Dengan bermodal kepribadian yang selalu menuruti apa
kata orang tuanya dan tidak kenal kata
menyerah demi tercapainya cita-cita yang diinginkan. Jalan terjal dan segala halangan maupun rintangan yang
ada tak membuatnya gentar. Karena dia percaya bahwa badai pasti berlalu dan
sebuah keindahan pasti sudah menanti.
Waktu
terus berjalan, kini bocah gunung dengan
beragan khayalan masa kecilnya yang bernama kaisar itu
sudah sukses dalam menjalani hidupnya.
“Kehidupan merupakan sebuah
takdir dan juga sebuah permainan tapi
jangan pernah mempermainkannya, dimana yang kaya bisa memperoleh segalanya dan
yang miskin bisa terinjak olehnya. ‘Teringat
sebuah pepatah dari guru saya yakni Man Jadda wa Jadda,’ yang mana pepatah
tersebut memiliki arti barang siapa bersungguh-sungguh maka dia akan mendapatkannya.”
“Satu-satunya yang bisa kita lakukan
sebagai muda-mudi bangsa adalah belajar atau lebih tepatnya mengenyam
pendidikan hingga ke jenjang yang setinggi-tingginya. ‘Apakah aku bisa?
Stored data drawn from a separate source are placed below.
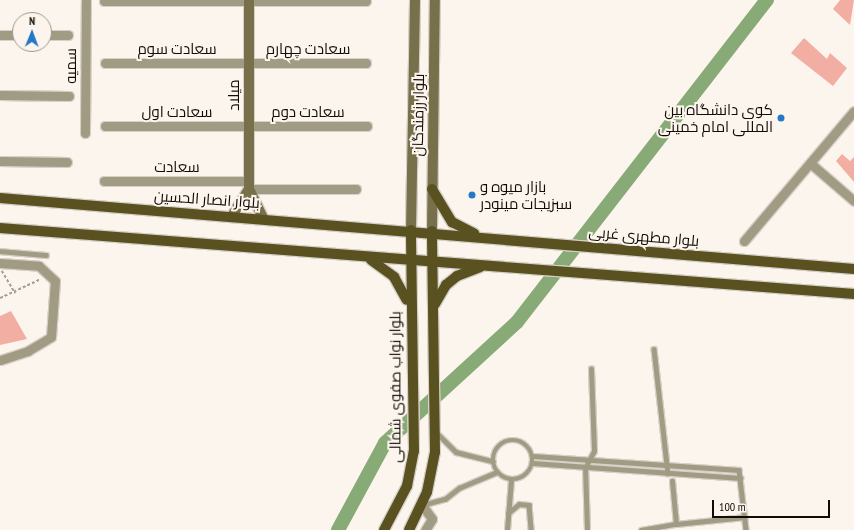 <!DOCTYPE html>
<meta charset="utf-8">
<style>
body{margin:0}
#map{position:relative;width:854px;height:530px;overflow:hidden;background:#fcf5ed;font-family:"PT Sans Narrow",Cairo,sans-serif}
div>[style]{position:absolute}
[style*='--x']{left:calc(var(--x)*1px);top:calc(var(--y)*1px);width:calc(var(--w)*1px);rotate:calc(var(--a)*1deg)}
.river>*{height:14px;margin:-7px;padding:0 7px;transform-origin:7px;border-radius:7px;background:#88aa76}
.building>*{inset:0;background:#f2aea2}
.path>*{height:1.5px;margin-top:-0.75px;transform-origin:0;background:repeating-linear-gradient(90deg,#a6a099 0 3px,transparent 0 5px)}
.roads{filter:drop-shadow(1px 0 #d6d0c8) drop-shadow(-1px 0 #d6d0c8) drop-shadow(0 1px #d6d0c8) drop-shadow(0 -1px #d6d0c8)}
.lane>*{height:4.5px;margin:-2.25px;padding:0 2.25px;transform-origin:2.25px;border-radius:2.25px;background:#a09b82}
.lane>.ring{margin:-2.25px;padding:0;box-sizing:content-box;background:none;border:4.5px solid #a09b82;border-radius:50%}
.street>*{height:9px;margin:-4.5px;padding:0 4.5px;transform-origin:4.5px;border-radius:4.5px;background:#a09b82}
.secondary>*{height:10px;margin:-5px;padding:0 5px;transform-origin:5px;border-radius:5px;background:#77704a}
.primary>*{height:10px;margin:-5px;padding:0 5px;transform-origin:5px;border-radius:5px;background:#5a5120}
.dots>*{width:11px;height:11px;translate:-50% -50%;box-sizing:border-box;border:2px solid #fcf5ed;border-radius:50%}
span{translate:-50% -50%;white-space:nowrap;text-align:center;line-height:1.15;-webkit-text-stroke:4px #fcf5ed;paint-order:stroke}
.street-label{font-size:15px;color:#110b06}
.poi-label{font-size:15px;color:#110b06}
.right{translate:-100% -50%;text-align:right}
.left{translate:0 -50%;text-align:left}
.north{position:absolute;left:12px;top:12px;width:40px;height:40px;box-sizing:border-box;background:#fcf5ed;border:1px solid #9e9791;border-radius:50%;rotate:1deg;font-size:11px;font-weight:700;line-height:16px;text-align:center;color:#110b06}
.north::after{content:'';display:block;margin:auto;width:14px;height:18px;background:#257ac8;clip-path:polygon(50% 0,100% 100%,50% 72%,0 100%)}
.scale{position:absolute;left:712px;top:500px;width:118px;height:18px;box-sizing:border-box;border:2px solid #110b06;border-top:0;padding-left:5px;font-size:12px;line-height:14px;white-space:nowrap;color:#110b06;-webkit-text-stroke:3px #fcf5ed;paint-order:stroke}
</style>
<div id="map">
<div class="river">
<i style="--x:338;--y:530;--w:99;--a:-61.6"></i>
<i style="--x:385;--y:443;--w:179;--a:-42.5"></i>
<i style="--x:517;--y:322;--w:408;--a:-52.2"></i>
</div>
<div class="building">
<i style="clip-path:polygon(840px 0,854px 0,850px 25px,833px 9px)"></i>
<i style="clip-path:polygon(804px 38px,827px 59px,830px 53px,847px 68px,833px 86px,791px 53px)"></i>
<i style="clip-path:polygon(842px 154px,850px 161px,854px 157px,854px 182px,836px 161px)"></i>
<i style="clip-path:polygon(11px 311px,27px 339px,0 345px,0 316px)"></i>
</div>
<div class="path">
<i style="--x:2;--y:271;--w:26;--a:59"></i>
<i style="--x:0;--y:298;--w:45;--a:-24.9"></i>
</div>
<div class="roads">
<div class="lane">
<i style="--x:0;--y:251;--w:46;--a:5"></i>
<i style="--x:654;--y:349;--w:125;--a:83.6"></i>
<i style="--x:436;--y:432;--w:28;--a:45"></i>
<i style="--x:456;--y:452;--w:38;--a:14"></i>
<i class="ring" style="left:493px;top:440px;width:35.5px;height:35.5px"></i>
<i style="--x:533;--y:456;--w:206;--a:3.9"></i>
<i style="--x:739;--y:470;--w:60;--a:83.3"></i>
<i style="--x:533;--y:463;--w:208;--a:4.1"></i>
<i style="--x:422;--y:505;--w:24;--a:-15"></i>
<i style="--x:445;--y:499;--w:18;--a:-38"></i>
<i style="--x:459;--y:488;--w:41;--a:-22.8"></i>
<i style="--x:508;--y:513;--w:14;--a:-39"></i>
<i style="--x:519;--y:504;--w:10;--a:6"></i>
<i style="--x:529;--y:505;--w:25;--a:85"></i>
<i style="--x:676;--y:524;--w:69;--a:-5.8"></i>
<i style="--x:507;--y:530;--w:50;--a:-85.4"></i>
<i style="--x:587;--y:530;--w:62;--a:-91.8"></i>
<i style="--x:585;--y:468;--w:19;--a:-62"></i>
<i style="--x:594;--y:451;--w:82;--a:-92.1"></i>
<i style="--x:641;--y:530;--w:36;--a:-10"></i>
<i style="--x:676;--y:524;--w:43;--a:-95.3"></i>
</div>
<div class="street">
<i style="--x:104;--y:1;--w:262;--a:0"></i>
<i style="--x:0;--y:35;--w:20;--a:0"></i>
<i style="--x:44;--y:35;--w:24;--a:0"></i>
<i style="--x:105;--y:63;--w:261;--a:0"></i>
<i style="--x:0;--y:95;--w:69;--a:0.8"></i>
<i style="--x:105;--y:126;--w:262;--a:0"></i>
<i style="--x:85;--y:133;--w:133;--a:-89.6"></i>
<i style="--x:0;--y:161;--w:67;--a:0.9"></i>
<i style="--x:810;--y:163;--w:58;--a:40.8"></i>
<i style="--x:104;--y:181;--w:145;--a:0"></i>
<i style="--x:249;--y:189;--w:107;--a:0"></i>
<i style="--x:744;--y:241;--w:170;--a:-49.8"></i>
<i style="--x:0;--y:263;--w:39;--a:4"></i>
<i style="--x:39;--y:266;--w:22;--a:43"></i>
<i style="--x:55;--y:281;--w:56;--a:94.1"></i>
<i style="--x:51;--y:337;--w:27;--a:149"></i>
<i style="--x:28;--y:351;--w:29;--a:162"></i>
<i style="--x:422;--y:505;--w:17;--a:54"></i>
<i style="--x:432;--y:519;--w:13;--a:122"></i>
</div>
<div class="secondary">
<i style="--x:249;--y:0;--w:189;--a:90"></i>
<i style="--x:249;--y:189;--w:32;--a:64"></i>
<i style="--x:232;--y:216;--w:32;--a:-58"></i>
<i style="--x:411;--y:230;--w:230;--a:-89"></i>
<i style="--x:432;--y:231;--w:231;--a:-89.3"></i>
</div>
<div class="primary">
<i style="--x:432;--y:189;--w:39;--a:59"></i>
<i style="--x:452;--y:222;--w:25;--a:27"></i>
<i style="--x:0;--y:198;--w:857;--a:4.75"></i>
<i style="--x:0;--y:228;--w:857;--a:4.42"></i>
<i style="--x:371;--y:260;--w:29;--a:36"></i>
<i style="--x:394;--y:277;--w:26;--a:61"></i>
<i style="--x:435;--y:304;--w:22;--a:-60"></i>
<i style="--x:446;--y:285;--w:14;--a:-39"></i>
<i style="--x:457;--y:276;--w:25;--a:-21"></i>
<i style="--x:384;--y:530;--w:50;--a:-62.4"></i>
<i style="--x:407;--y:486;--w:36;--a:-79"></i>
<i style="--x:414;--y:451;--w:221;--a:-90.8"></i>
<i style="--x:409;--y:530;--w:42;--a:-64.7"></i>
<i style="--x:427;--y:492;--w:41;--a:-78.7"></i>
<i style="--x:435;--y:452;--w:221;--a:-90.8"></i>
</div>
</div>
<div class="dots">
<i style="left:781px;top:118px;background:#257ac8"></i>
<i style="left:472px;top:195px;background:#257ac8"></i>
</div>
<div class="street-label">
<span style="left:177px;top:49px">سعادت سوم</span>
<span style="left:308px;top:49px">سعادت چهارم</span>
<span style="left:71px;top:66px;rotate:-90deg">سمیه</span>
<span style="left:234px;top:95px;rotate:-90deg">میلاد</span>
<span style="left:177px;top:112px">سعادت اول</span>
<span style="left:308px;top:112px">سعادت دوم</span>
<span style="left:418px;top:115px;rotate:-89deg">بلوار رزمندگان</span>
<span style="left:177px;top:167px">سعادت</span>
<span style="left:207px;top:199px;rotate:4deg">بلوار انصار الحسین</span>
<span style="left:644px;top:236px;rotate:5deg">بلوار مطهری غربی</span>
<span style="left:395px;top:387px;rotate:-90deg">بلوار نواب صفوی شمالی</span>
</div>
<div class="poi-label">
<span class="right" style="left:773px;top:118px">کوی دانشگاه بین<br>المللی امام خمینی</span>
<span class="left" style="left:480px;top:195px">بازار میوه و<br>سبزیجات مینودر</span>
</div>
<div class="north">N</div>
<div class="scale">100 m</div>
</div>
Buang
jauh-jauh pertanyaan itu dari lubuk hati terdalammu, hanya pecundanglah yang
meragukan dirinya sendiri, bangkit, dan optimis dengan dirimu.’ Karena
tak ada seseorang yang diciptakan oleh sang maha kuasa
yakni Allah SWT tanpa sebuah kelebihan, hingga muncullah sebuah pilihan,
bagaimana kamu bijak dalam memilih hingga menjadikan dirimu yang berkualitas
atau malah sebaliknya.”
“Di lain tempat seseorang dinilai bukan
dari seberapa dia kaya, tapi seberapa banyak dia memiliki ilmu dihadapan Allah
SWT. ‘Jika memiliki ilmu, harta
senantisa ikut mendampingimu, sedangkan apabila kekayaan saja yang dimiliki
lantas apa yang dijadikan tameng untuk mempertahankan kekayaan yang
sewaktu-waktu bisa raib ditelan waktu.’
Karena tak ada sebuah
kualitas diri yang memungkinkan untuk melawannya.”
“Di sini saya akan berusaha
untuk membantu kalian untuk mewujudkan cita-cita kalian, jangan jadikan alasan dimana kita berada tapi
bayangkan dan wujudkan.”
Kata
demi kata Kaisar lisankan untuk para remaja dan bocah di desanya yang ada
dihadapannya demi menumbuhkan rasa percaya diri dalam mengenyam pendidikan, ibu
dan ayahnya pun tak ketinggalan untuk ikut serta menyaksikan dengan haru yang
bertubi-tubi.
Atas
kebesaran-nya akan kondisi kehidupannya kini yang sudah berbalik dan berkat do’a restu kedua orang
tuanya, kini Kaisar menjadi pemimpin di berbagai perusahaan miliknya dari
sebuah proses perjalan yang panjang. Tak lain Man Jadda wa Jadda lah kata inspirasinya.